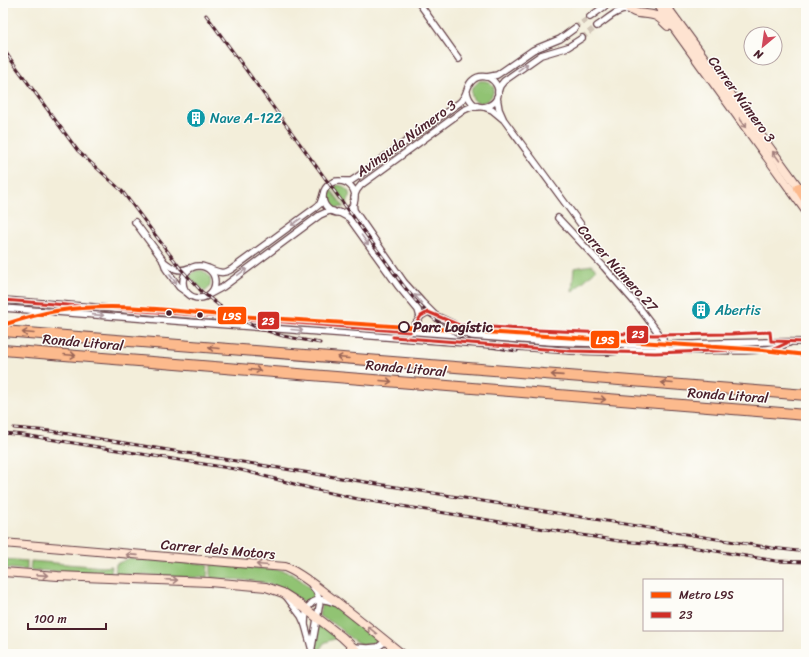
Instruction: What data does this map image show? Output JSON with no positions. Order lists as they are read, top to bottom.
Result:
{
  "streets": {
    "highway": ["Ronda Litoral"],
    "street": [
      "Carrer Número 3",
      "Avinguda Número 3",
      "Carrer Número 27",
      "Carrer dels Motors"
    ]
  },
  "crossings": [
    ["Avinguda Número 3", "Carrer Número 27"]
  ],
  "places": {
    "building": ["Nave A-122", "Abertis"],
    "other": ["Parc Logístic"]
  },
  "lines": ["transit line 23", "metro line L9S"],
  "legend": ["Metro L9S", "23"],
  "scale_bar": "100 m",
  "north": "bottom left"
}
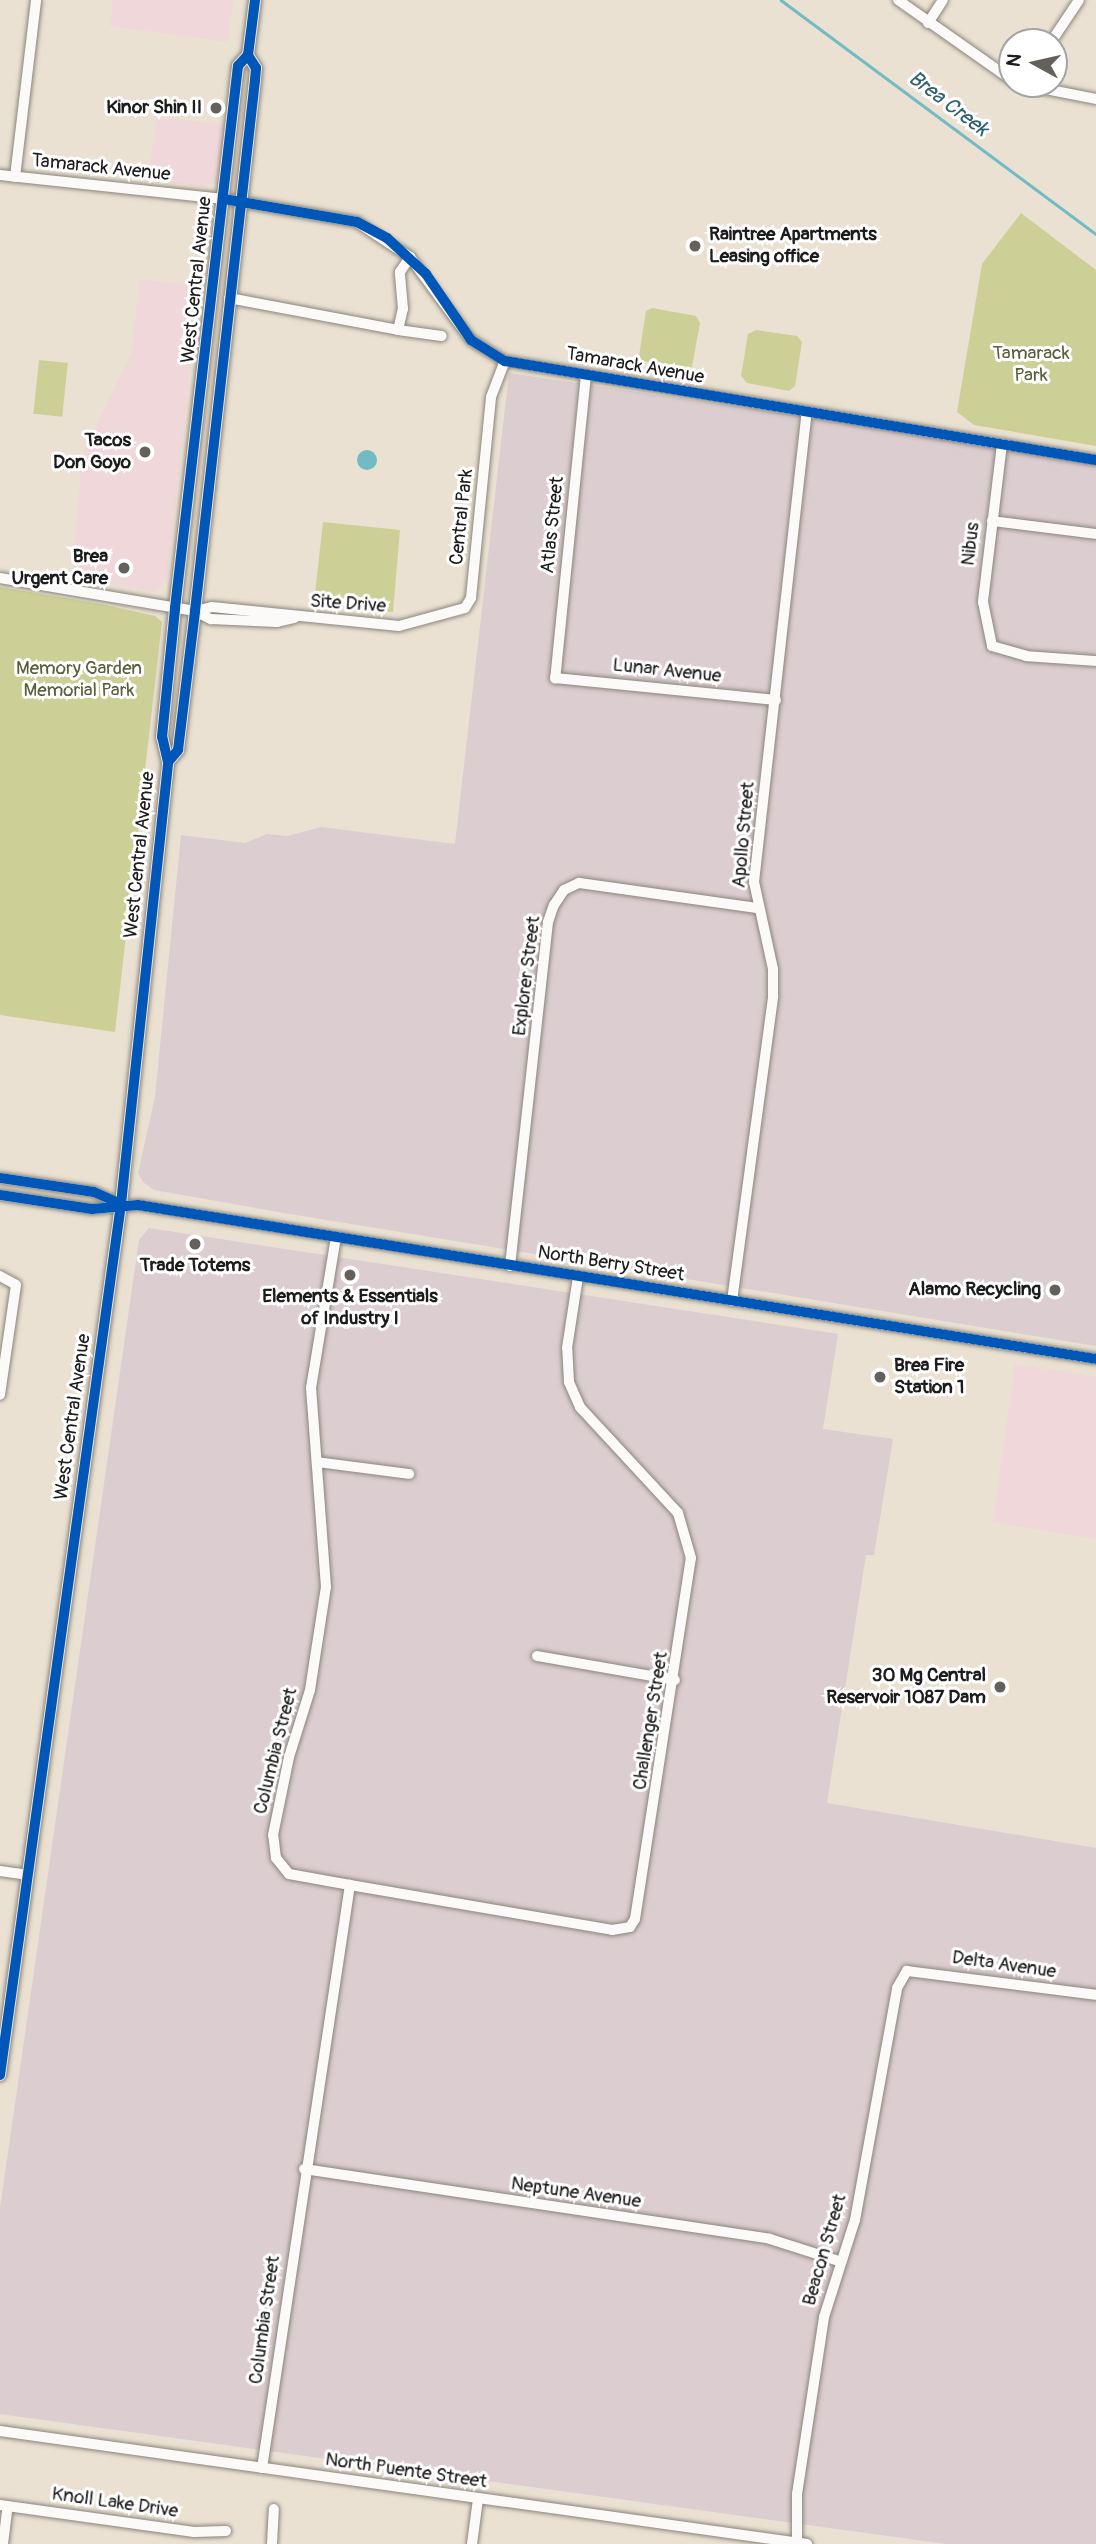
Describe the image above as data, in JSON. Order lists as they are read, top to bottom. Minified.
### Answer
{"streets":{"main road":["West Central Avenue"],"street":["Tamarack Avenue","Central Park","Atlas Street","Nibus","Site Drive","Lunar Avenue","Apollo Street","Explorer Street","North Berry Street","Challenger Street","Columbia Street","Delta Avenue","Neptune Avenue","Beacon Street","North Puente Street","Knoll Lake Drive"]},"crossings":[["Tamarack Avenue","West Central Avenue"],["Tamarack Avenue","Central Park"],["Tamarack Avenue","Atlas Street"],["Tamarack Avenue","Nibus"],["Tamarack Avenue","Apollo Street"],["West Central Avenue","Site Drive"],["West Central Avenue","North Berry Street"],["Central Park","Site Drive"],["Atlas Street","Lunar Avenue"],["Lunar Avenue","Apollo Street"],["Apollo Street","Explorer Street"],["Apollo Street","North Berry Street"],["Explorer Street","North Berry Street"],["North Berry Street","Challenger Street"],["North Berry Street","Columbia Street"],["Challenger Street","Columbia Street"],["Columbia Street","Neptune Avenue"],["Columbia Street","North Puente Street"],["Delta Avenue","Beacon Street"],["Neptune Avenue","Beacon Street"],["Beacon Street","North Puente Street"]],"water":["Brea Creek"],"parks":["Tamarack Park","Memory Garden Memorial Park"],"places":["Kinor Shin II","Raintree Apartments Leasing office","Tacos Don Goyo","Brea Urgent Care","Trade Totems","Elements & Essentials of Industry I","Alamo Recycling","Brea Fire Station 1","30 Mg Central Reservoir 1087 Dam"],"north":"left"}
· · · · · · ·
> [Task statement]: Tally the lines of the listing that hold the string "Order", then reply with that number alone.

> [Answer section]: 2